|
Каждая яркая личность не мыслима без собственной трагедии. Герман вспоминал слова Макса, что-то про кресты на Голгофу через всю жизнь, метафора, конечно, слишком библейская, но всё же... У каждого должно быть что-то, что его терзает, чтобы потом найти это, преодолеть и стать великим, или так и умереть, загнувшись в своём собственном страхе. Он никогда не переживал за себя самого, оставляя эту привилегию Лукреции. Её нельзя было назвать личным телохранителем, скорее плакальщицей по нелёгкой судьбе своего брата - "наркомана, гомосексуалиста и потерянной личности". В раннем детстве она была его проводником между внутреннем и внешним миром. Без неё он бы не смог сопоставить эти две реальности между собой. Он больше ни с кем не разговаривал. Ему оставалось лишь беспрекословно доверять той, что водила его за руку по большому и странному миру людей. Они слишком много времени проводили вместе. Однажды он услышал, как мать сказала отцу: "Знаешь, мне кажется, наши дети какие-то странные". Она с таким нажимом произнесла это слово "странные", что Герману стало не по себе. Они говорили о каких-то только им понятных вещах, пользуясь своим особым языком, который не требовал слов.

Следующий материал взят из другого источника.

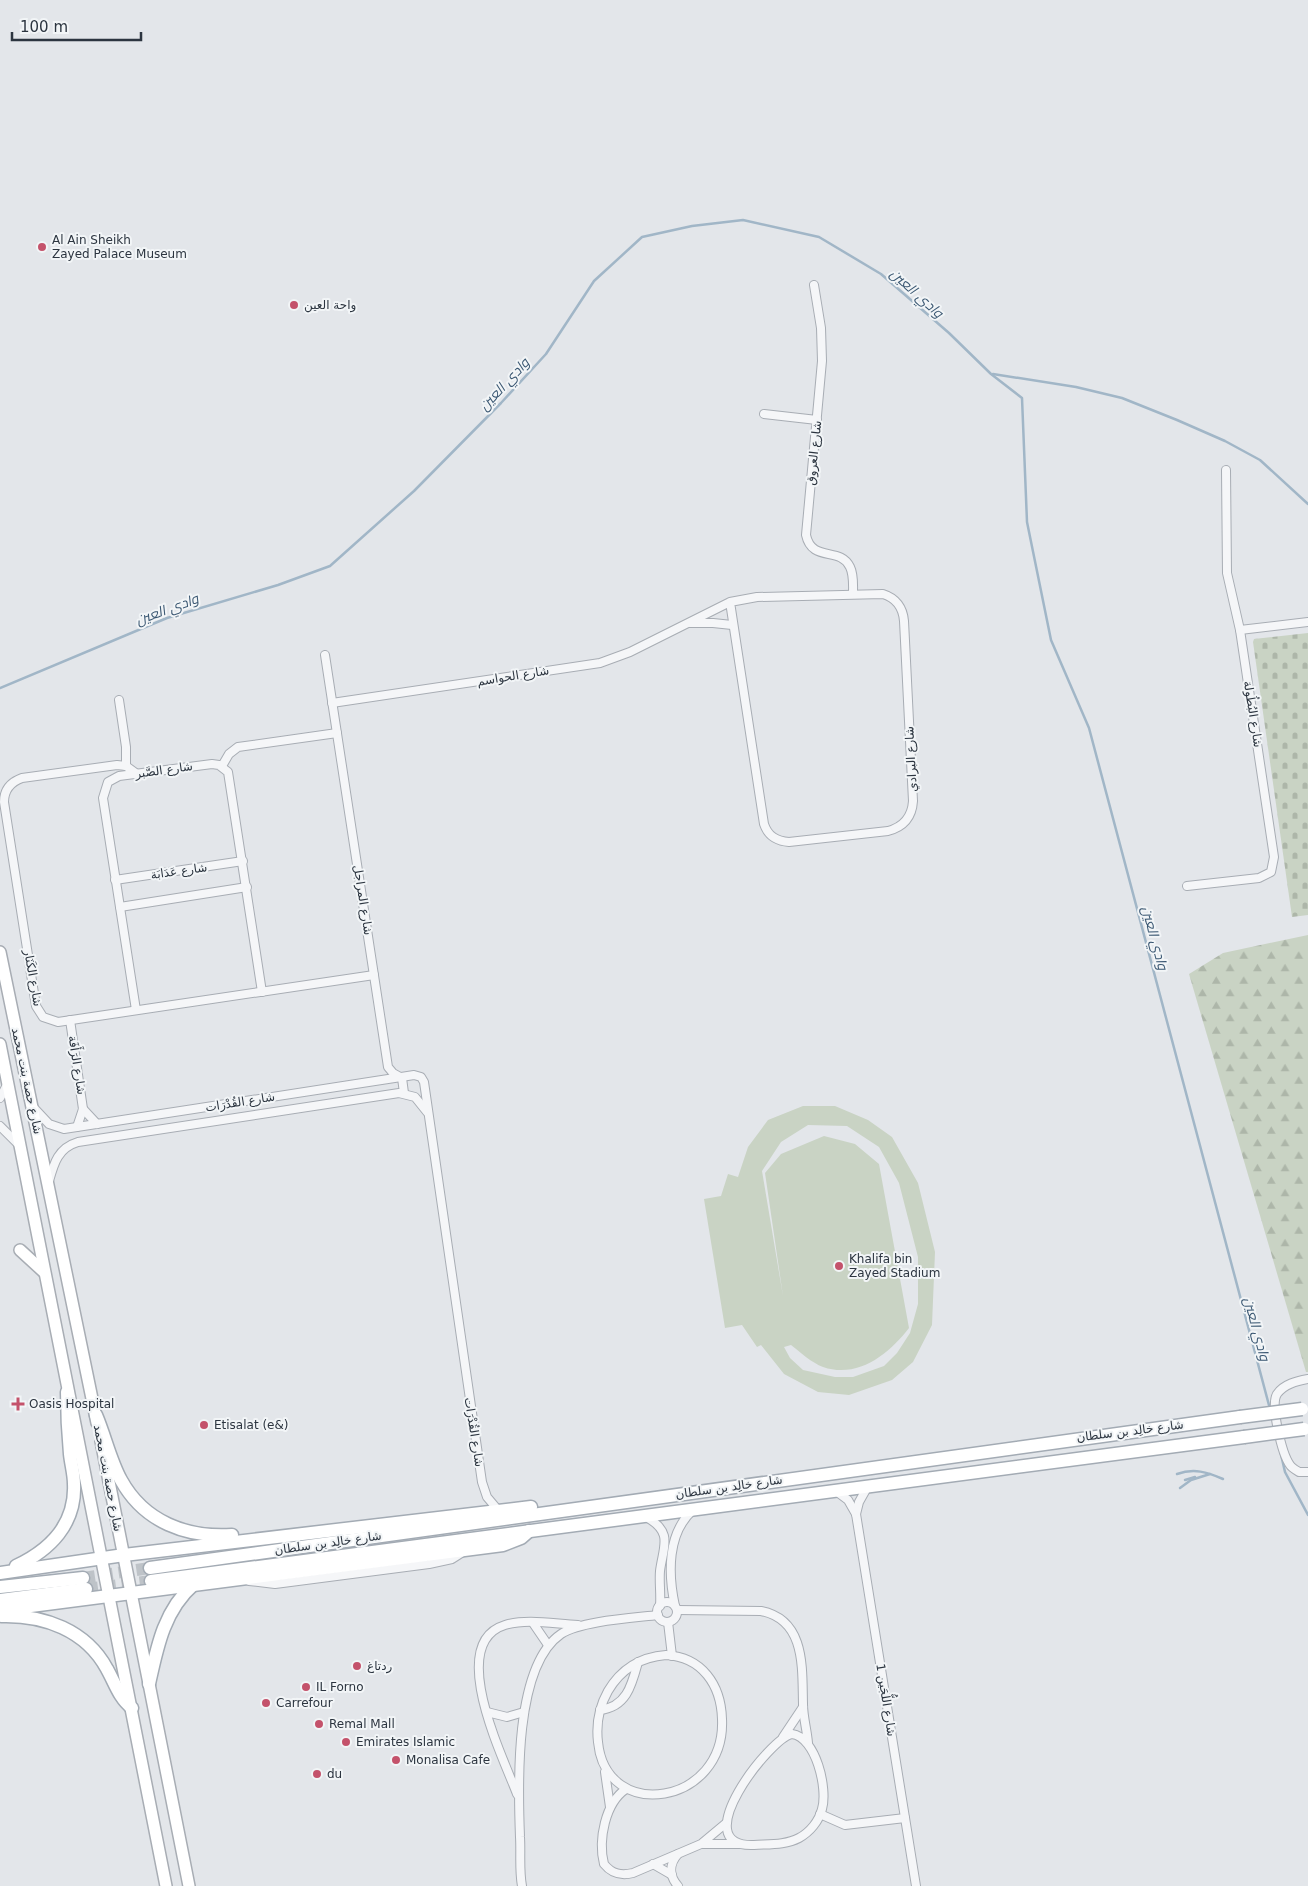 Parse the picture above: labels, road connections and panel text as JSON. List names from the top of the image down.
{
  "streets": {
    "main road": ["شارع حصة بنت محمد", "شارع خالِد بن سلطان"],
    "street": [
      "شارع العروق",
      "شارع الحواسم",
      "شارع البُطُولة",
      "شارع البرادي",
      "شارع الصَّبر",
      "شارع عَدَابَة",
      "شارع المراجل",
      "شارع الكَنَار",
      "شارع الرَأَفَة",
      "شارع القُدْرَات",
      "شارع اللُّجَين 1"
    ]
  },
  "crossings": [
    ["شارع العروق", "شارع البرادي"],
    ["شارع الحواسم", "شارع البرادي"],
    ["شارع الحواسم", "شارع المراجل"],
    ["شارع الصَّبر", "شارع عَدَابَة"],
    ["شارع الصَّبر", "شارع الكَنَار"],
    ["شارع المراجل", "شارع الكَنَار"],
    ["شارع الكَنَار", "شارع الرَأَفَة"],
    ["شارع الرَأَفَة", "شارع القُدْرَات"],
    ["شارع حصة بنت محمد", "شارع القُدْرَات"],
    ["شارع خالِد بن سلطان", "شارع اللُّجَين 1"]
  ],
  "water": ["وادي العين"],
  "places": {
    "other": [
      "Al Ain Sheikh Zayed Palace Museum",
      "واحة العين",
      "Khalifa bin Zayed Stadium",
      "Etisalat (e&)",
      "ردتاغ",
      "IL Forno",
      "Carrefour",
      "Remal Mall",
      "Emirates Islamic",
      "Monalisa Cafe",
      "du"
    ],
    "health": ["Oasis Hospital"]
  },
  "scale_bar": "100 m"
}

Они становились слишком близки, ближе, чем это было возможно. Когда ему было четырнадцать, а ей почти шестнадцать, они впервые переспали. Им кажется, что они никогда не осознавали всю противоестественность этой связи. Преступление против природы, против важнейшего из законов человечества. Тогда они просто не могли представить себя рядом с кем-то ещё. Их любовь продолжалась около двух лет, пока Герман не признался ей, что сомневается в своей ориентации и считает, что более склонен любить мужчин. Накануне он переспал с одним парнем, получив сумасшедший оргазм и дьявольские терзания. Со временем он смирился со своей двойственностью, но стал намного дальше от Лукреции. Собственно это имя она получила, когда Герман рассказал ей про Борджиа и его страсть к собственной сестре. Луш пыталась удержать его по "эту сторону баррикад", не дать скатится окончательно к мужеложству. Всё что она могла сделать, это дать ему своё тело. Лукреция понимала, что все редкие искры его любви, не что иное, как проявление нарциссизма. Её брат давно разучился любить.

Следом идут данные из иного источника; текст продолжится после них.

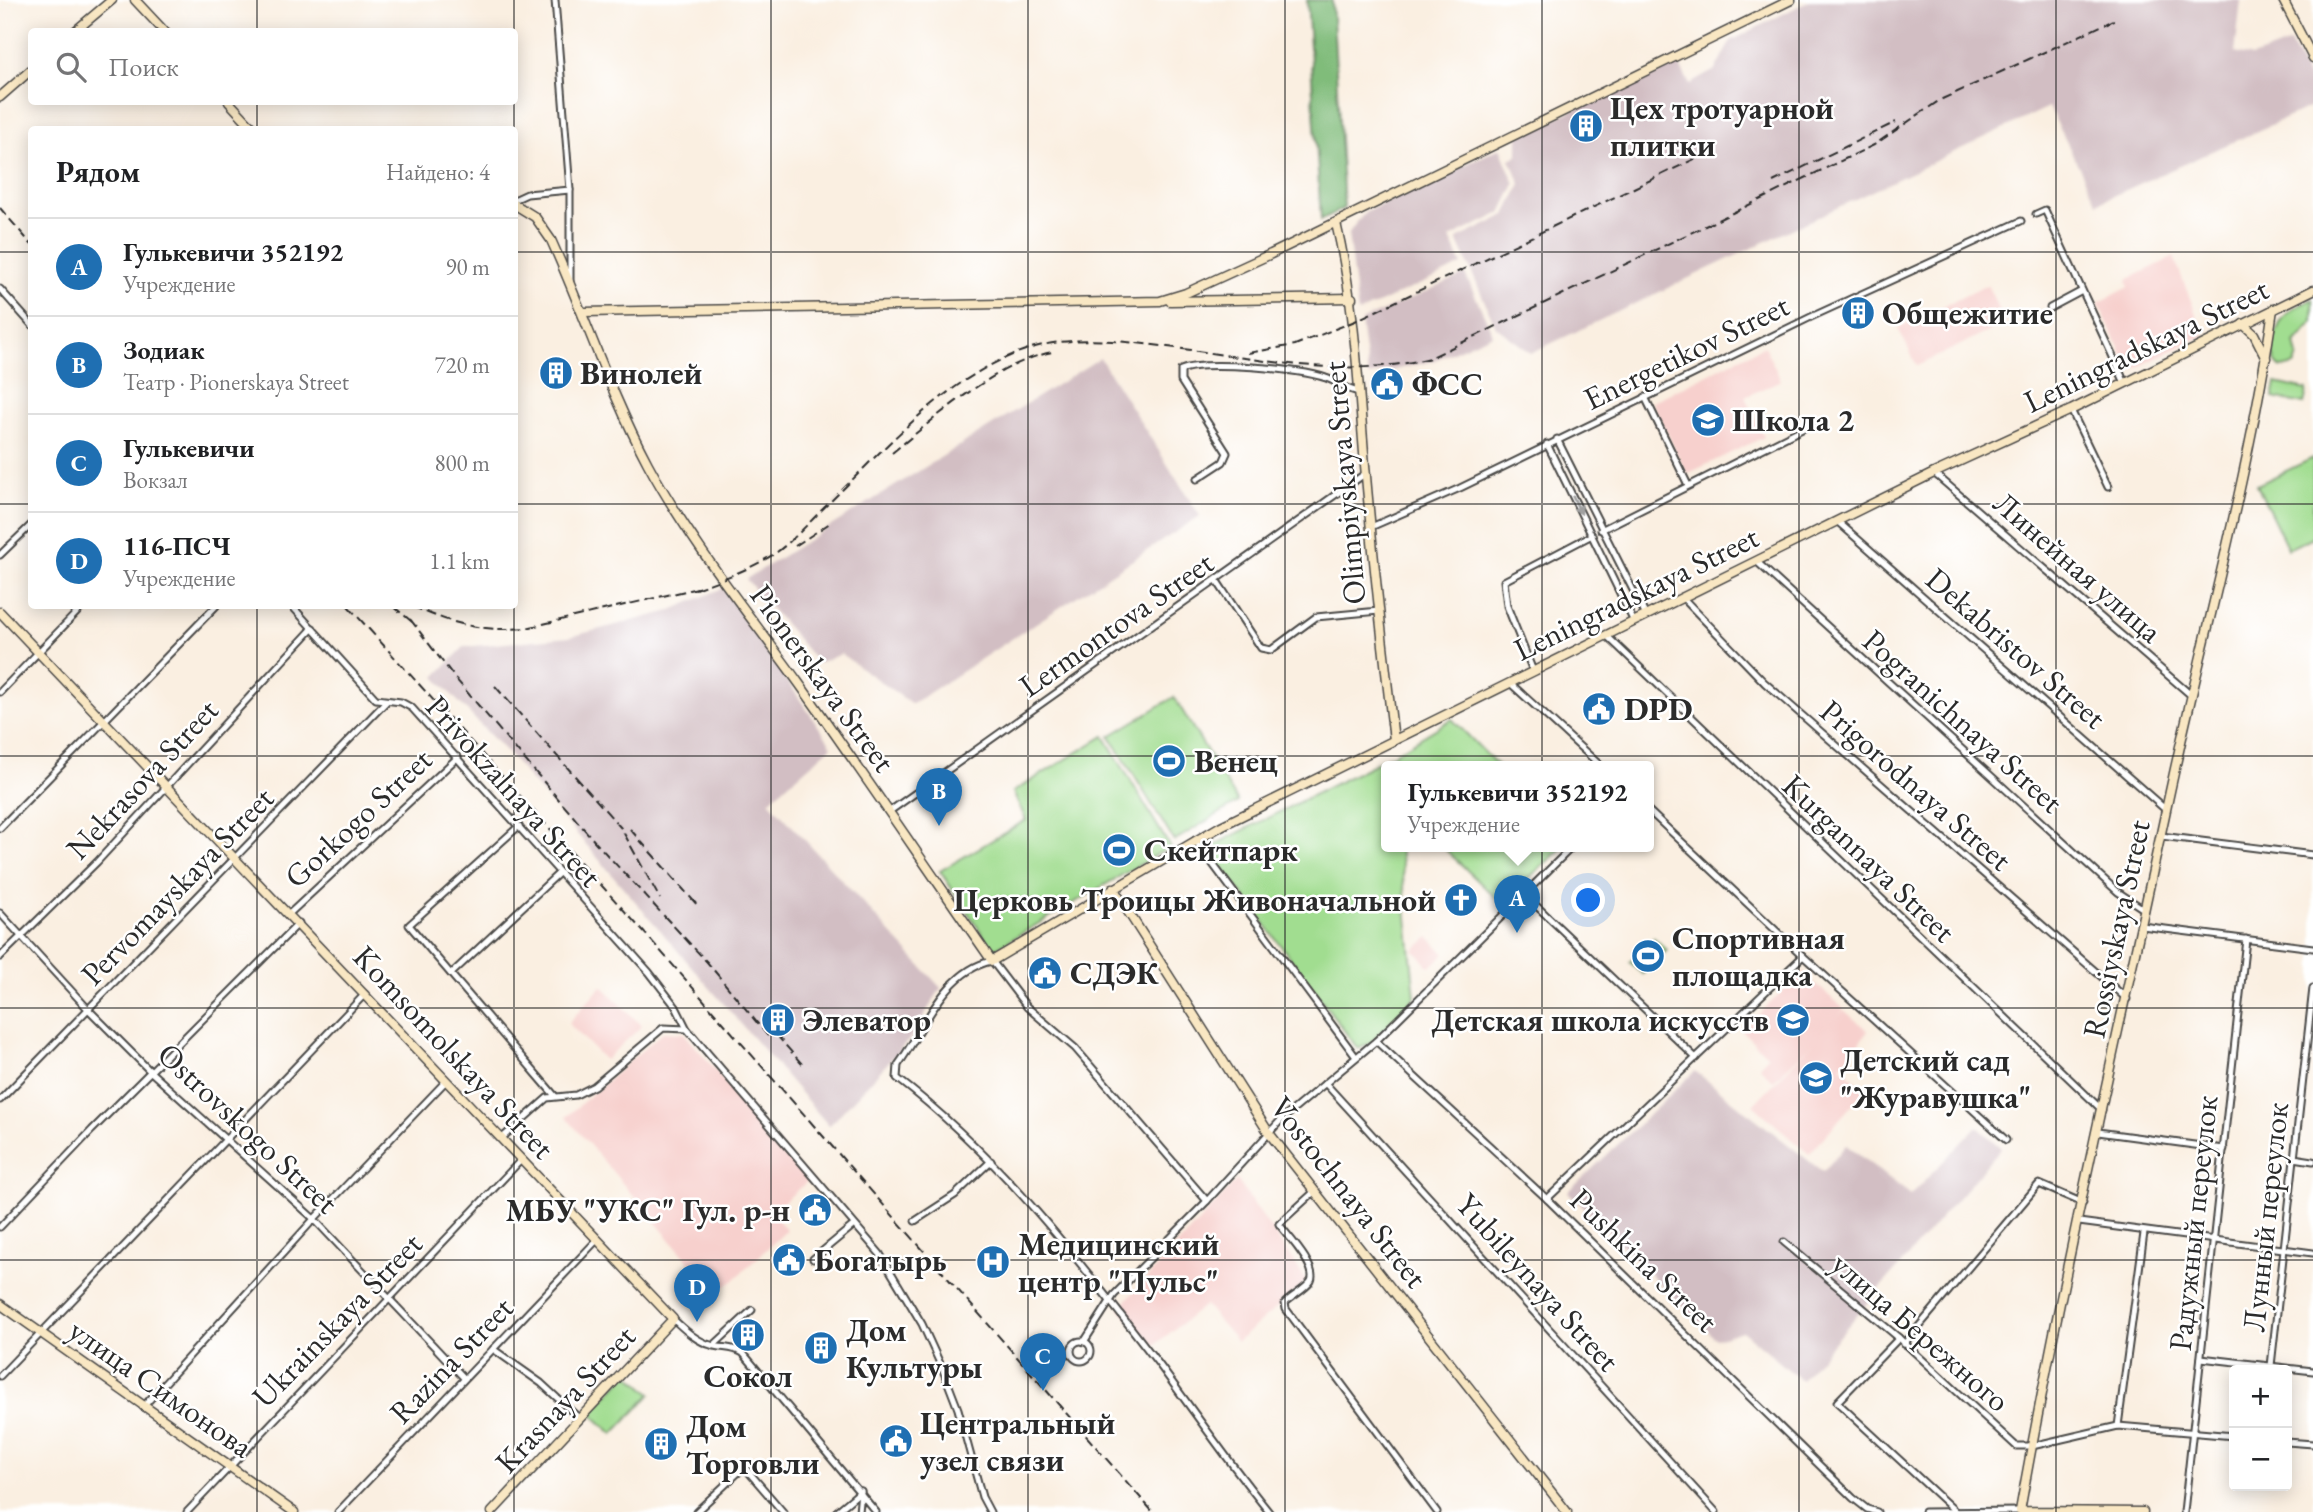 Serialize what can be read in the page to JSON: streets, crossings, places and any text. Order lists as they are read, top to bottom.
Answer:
{
  "streets": {
    "street": [
      "Leningradskaya Street",
      "Energetikov Street",
      "Olimpiyskaya Street",
      "Линейная улица",
      "Lermontova Street",
      "Dekabristov Street",
      "Pionerskaya Street",
      "Pogranichnaya Street",
      "Nekrasova Street",
      "Prigorodnaya Street",
      "Privokzalnaya Street",
      "Gorkogo Street",
      "Kurgannaya Street",
      "Pervomayskaya Street",
      "Rossiyskaya Street",
      "Komsomolskaya Street",
      "Ostrovskogo Street",
      "Vostochnaya Street",
      "Лунный переулок",
      "Радужный переулок",
      "Pushkina Street",
      "Yubileynaya Street",
      "Ukrainskaya Street",
      "улица Бережного",
      "Razina Street",
      "улица Симонова",
      "Krasnaya Street"
    ]
  },
  "crossings": [
    ["Leningradskaya Street", "Olimpiyskaya Street"],
    ["Leningradskaya Street", "Линейная улица"],
    ["Leningradskaya Street", "Dekabristov Street"],
    ["Leningradskaya Street", "Pionerskaya Street"],
    ["Leningradskaya Street", "Pogranichnaya Street"],
    ["Leningradskaya Street", "Prigorodnaya Street"],
    ["Leningradskaya Street", "Kurgannaya Street"],
    ["Leningradskaya Street", "Rossiyskaya Street"],
    ["Leningradskaya Street", "Vostochnaya Street"],
    ["Energetikov Street", "Olimpiyskaya Street"],
    ["Olimpiyskaya Street", "Lermontova Street"],
    ["Линейная улица", "Rossiyskaya Street"],
    ["Lermontova Street", "Pionerskaya Street"],
    ["Dekabristov Street", "Rossiyskaya Street"],
    ["Pogranichnaya Street", "Rossiyskaya Street"],
    ["Nekrasova Street", "Privokzalnaya Street"],
    ["Nekrasova Street", "Komsomolskaya Street"],
    ["Nekrasova Street", "Ostrovskogo Street"],
    ["Prigorodnaya Street", "Rossiyskaya Street"],
    ["Privokzalnaya Street", "Gorkogo Street"],
    ["Privokzalnaya Street", "Pervomayskaya Street"],
    ["Gorkogo Street", "Komsomolskaya Street"],
    ["Gorkogo Street", "Ostrovskogo Street"],
    ["Kurgannaya Street", "Rossiyskaya Street"],
    ["Pervomayskaya Street", "Komsomolskaya Street"],
    ["Pervomayskaya Street", "Ostrovskogo Street"],
    ["Rossiyskaya Street", "улица Бережного"],
    ["Komsomolskaya Street", "Ukrainskaya Street"],
    ["Komsomolskaya Street", "Razina Street"],
    ["Komsomolskaya Street", "Krasnaya Street"],
    ["Ostrovskogo Street", "Ukrainskaya Street"],
    ["Ostrovskogo Street", "Razina Street"],
    ["Ukrainskaya Street", "улица Симонова"]
  ],
  "places": {
    "building": [
      "Цех тротуарной плитки",
      "Общежитие",
      "Винолей",
      "Элеватор",
      "Сокол",
      "Дом Культуры",
      "Дом Торговли"
    ],
    "public building": [
      "ФСС",
      "DPD",
      "СДЭК",
      "МБУ \"УКС\" Гул. р-н",
      "Богатырь",
      "Центральный узел связи"
    ],
    "school or university": ["Школа 2", "Детская школа искусств", "Детский сад \"Журавушка\""],
    "sports": ["Венец", "Скейтпарк", "Спортивная площадка"],
    "church": ["Церковь Троицы Живоначальной"],
    "hospital": ["Медицинский центр \"Пульс\""]
  },
  "page": {
    "search": "Поиск",
    "heading": ["Рядом", "Найдено: 4"],
    "list": [
      {
        "mark": "A",
        "name": "Гулькевичи 352192",
        "note": "Учреждение",
        "value": "90 m"
      },
      {
        "mark": "B",
        "name": "Зодиак",
        "note": "Театр · Pionerskaya Street",
        "value": "720 m"
      },
      {
        "mark": "C",
        "name": "Гулькевичи",
        "note": "Вокзал",
        "value": "800 m"
      },
      {
        "mark": "D",
        "name": "116-ПСЧ",
        "note": "Учреждение",
        "value": "1.1 km"
      }
    ],
    "popup": ["Гулькевичи 352192", "Учреждение"],
    "pins": [
      "B",
      "A",
      "D",
      "C"
    ],
    "map_buttons": ["+", "−"]
  }
}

Герман всегда знал, что живёт лучше своих сверстников. У их семьи есть собственный дом с прислугой, несколько автомобилей. И несколько раз в год они могут позволить себе съездить заграницу. Это облегчало его участь, но заставляло чувствовать себя обязанным. В нём зрело какое-то чувство вины за то, что у него есть то, чего так не хватает другим, но ни за что бы от всего не отказался. Даже его подростковый бунт продвигался в разумных пределах.
Правда, Герман страдал от необъяснимого чувства пустоты, стараясь заменить его болью. Он голодал неделями, лишал себя сна, тем самым достигая своей заветной грани. Своего края. Самым лучшим средством по вызову боли - было резать себя. Тонким лезвием, едва касаясь кожи, Герман вызывал на поверхность алые бусины крови. Это делало его ближе к мнимой смерти. Даже не заигрывания с безглазой старухой, а робкие взгляды в её сторону. Однажды, он распаковал новое лезвие и не рассчитал сил. Лёгкий росчерк и на запястье открылся ярко-алый рот с тёмно-синими прожилками вен. Вскоре кожа испуганно сжалась, выплёвывая первые потоки настоящей крови. Это было первое и сильнейшее для юного Германа осознание смерти. Она смотрела на него сквозь собственную плоть. Он сам был своей собственной смертью. Герман, молча сидел на полу, глядя на кровь, что покидало его тело, извиваясь игривой змеёй. До него впервые дошло, что он по-настоящему вскрыл вены. От созерцания его отвлекала Лукреция. Он вломилась в комнату, хватая брата в охапку. Перетянула ремнём раненную руку, действуя сильно и жёстко. Лишь потом, отдышавшись, сказала одну единственную фразу: "Запомни на будущее: вены надо резать вдоль". С того дня Герман прекратил издевательства над собственным телом, начав выплёскивать свои чувства в музыку.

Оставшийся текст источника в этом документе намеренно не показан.